In general, we consider changes to the following product-side features potentially problematic:
- **Grouping:** An SDK change might result in error events being grouped differently, because we remove, add or change some of the data on the event that is used in the grouping algorithm on the server. When you think a change might affect grouping, it's recommended to try the change yourself and check in Sentry to see if grouping is preserved.
- **Dashboards:** A user has set up a dashboard that filters on specific data and we change that data. For instance, changing a span's `op` might mean a dashboard showing those spans will be empty after an SDK update.
- **Alerts:** Alerts might stop firing because we've changed an attribute.

Changes to grouping, dashboards and alerts need closer inspection. In order to make a good decision, you can try to estimate how many users are affected using our data analytics tools. It always needs a human/team to weigh in.


#### Gauging the Impact in the Product

In order to gauge the impact of the change, you can consult internal stats on how many alerts or dashboards are using the specific property:
- You can reach out to the Data team.
- If you have Redash access (which you can request via the IT helpdesk), you can execute the queries yourself. The easiest way to do this is:
- Find an example dashboard that looks similar to what you need (for instance, [this dashboard](https://redash.getsentry.net/dashboards/372-span-status-usage-in-widgets-and-alerts) can be adapted for checking span-related alerts)
- Navigate to a specific widget on the dashboard, open the dropdown menu and click on `View Query`
- Fork the query on the top right
- Modify as you need and execute

If you find out only a small number of users is using the attribute you're about to change, you can consider releasing it in a minor version and reaching out to the folks affected directly. The Support team will be able to help.

The caveat to gauging impact this way is that self-hosted Sentries are not included. However, it still provides a good baseline: attribute usage stats on SaaS are unlikely to be vastly different from those on self-hosted.


### SDK Behavior Changes

There are also changes that technically don't require the user to adapt, but they might impact their UX significantly.
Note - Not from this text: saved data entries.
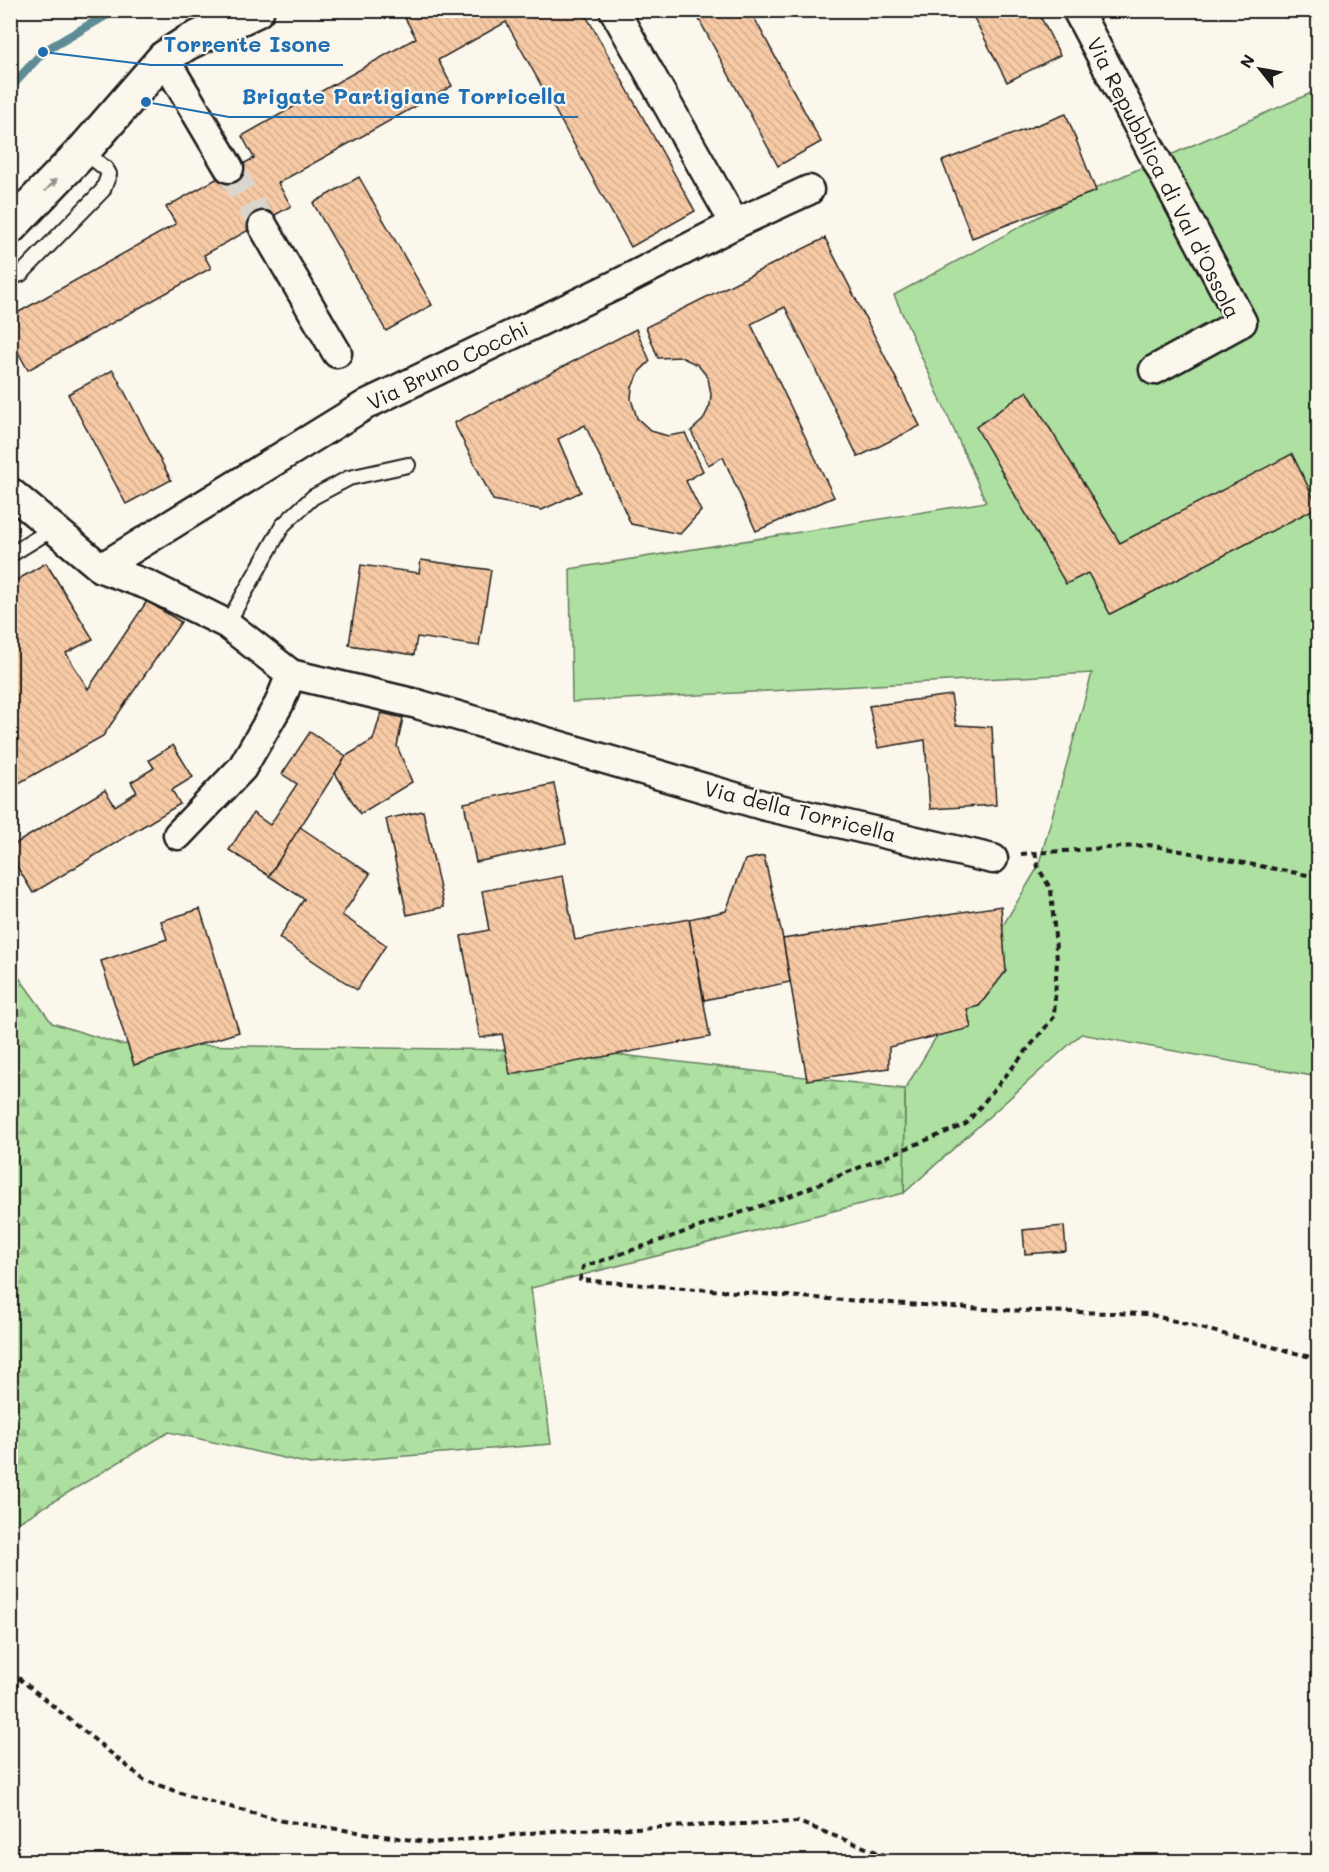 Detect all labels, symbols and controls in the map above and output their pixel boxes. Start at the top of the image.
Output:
callout: Torrente Isone [151,25,343,65]
text: Torrente Isone [163,29,331,58]
street label: Via Repubblica di Val d'Ossola [1081,32,1247,322]
north arrow [1230,39,1290,99]
text: N [1235,50,1259,72]
callout: Brigate Partigiane Torricella [229,77,578,117]
text: Brigate Partigiane Torricella [242,81,566,110]
one-way arrow [44,177,58,192]
street label: Via Bruno Cocchi [362,314,532,415]
street label: Via della Torricella [702,774,899,847]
These tend to be subtle and often need to be evaluated on a case-by-case basis. Be especially mindful of:

- Changes that affect the user's quota. The SDK might, for instance, start sending much more spans because we auto-enabled an integration or changed an option from opt-in to on by default.
- Changes that might result in events being dropped. We might, for instance, increase or remove a default trimming limit in the SDK, which might result in payloads big enough that they are rejected during ingestion.
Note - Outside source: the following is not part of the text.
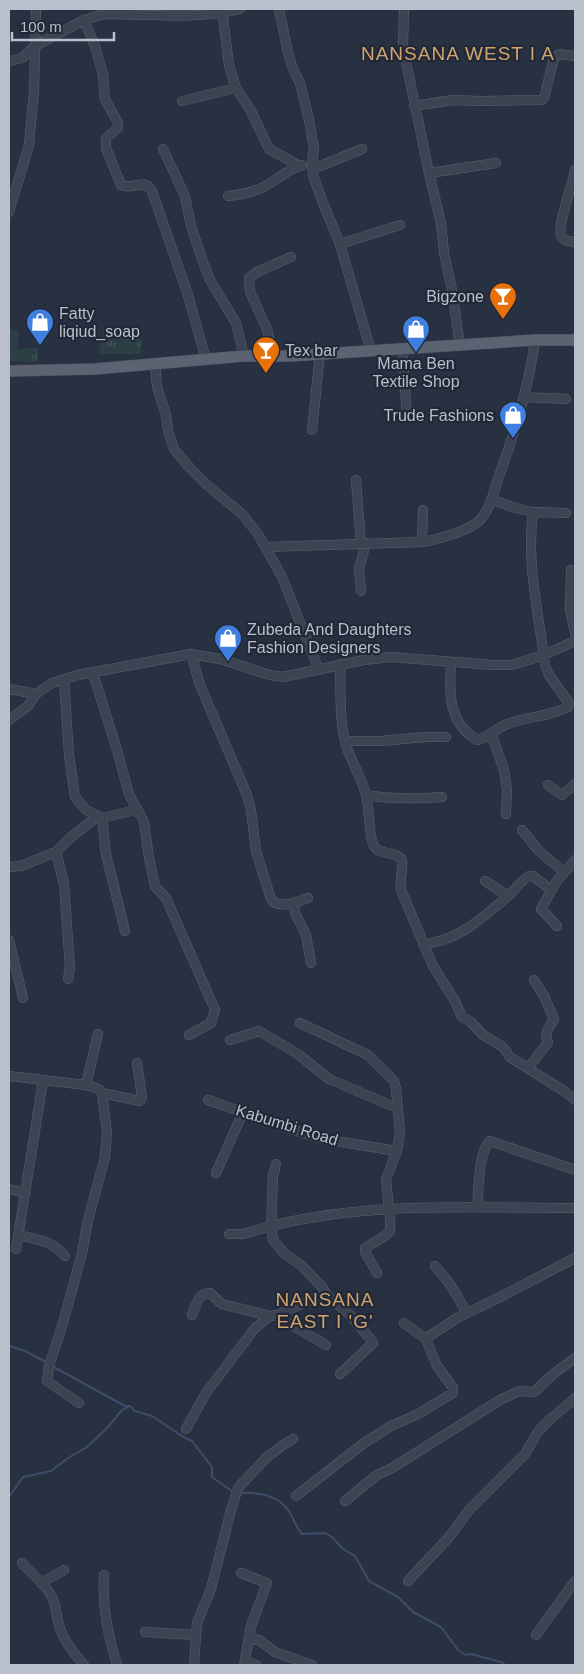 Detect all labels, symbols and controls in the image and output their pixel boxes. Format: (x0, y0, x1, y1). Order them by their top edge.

## Introducing Breaking Changes

So you're considering introducing a breaking change. How can you do this in a way that's least painful for the users?

Some of this is, again, dependent on your SDK's language. Some language communities are generally more open to new majors, while in others you can expect that introducing a new major release will mean folks will be less likely to upgrade.

In any case, introducing a new major release creates friction. The harder it is to upgrade, the less people will actually do it. We want to minimize the number of folks staying on old releases because upgrading is too much of a hassle for them.

Fortunately, there is always a lot you can do (and not do) to make the upgrade process smoother.

### Factors Increasing Friction

- Piling up breaking changes. Especially if you don't have major releases often, you might be tempted to queue a lot of breaking changes into one release.

### Ways to Lessen Friction

- Call-outs in relevant places in the docs and in the changelog.
- Deprecation warnings that a breaking change is coming.
- Supporting an intermediate period where both the old and the new way of doing things works.
- A polished migration guide with a lot of easily copy-pastable before-and-after examples.
- Trying to do the upgrade yourself on a test app. Instruct an LLM to do the update using your migration guide and see how well it works.
- Providing a tool that helps with the upgrade, for example using codemods.
- Maintain deprecated APIs, if possible, for another major version.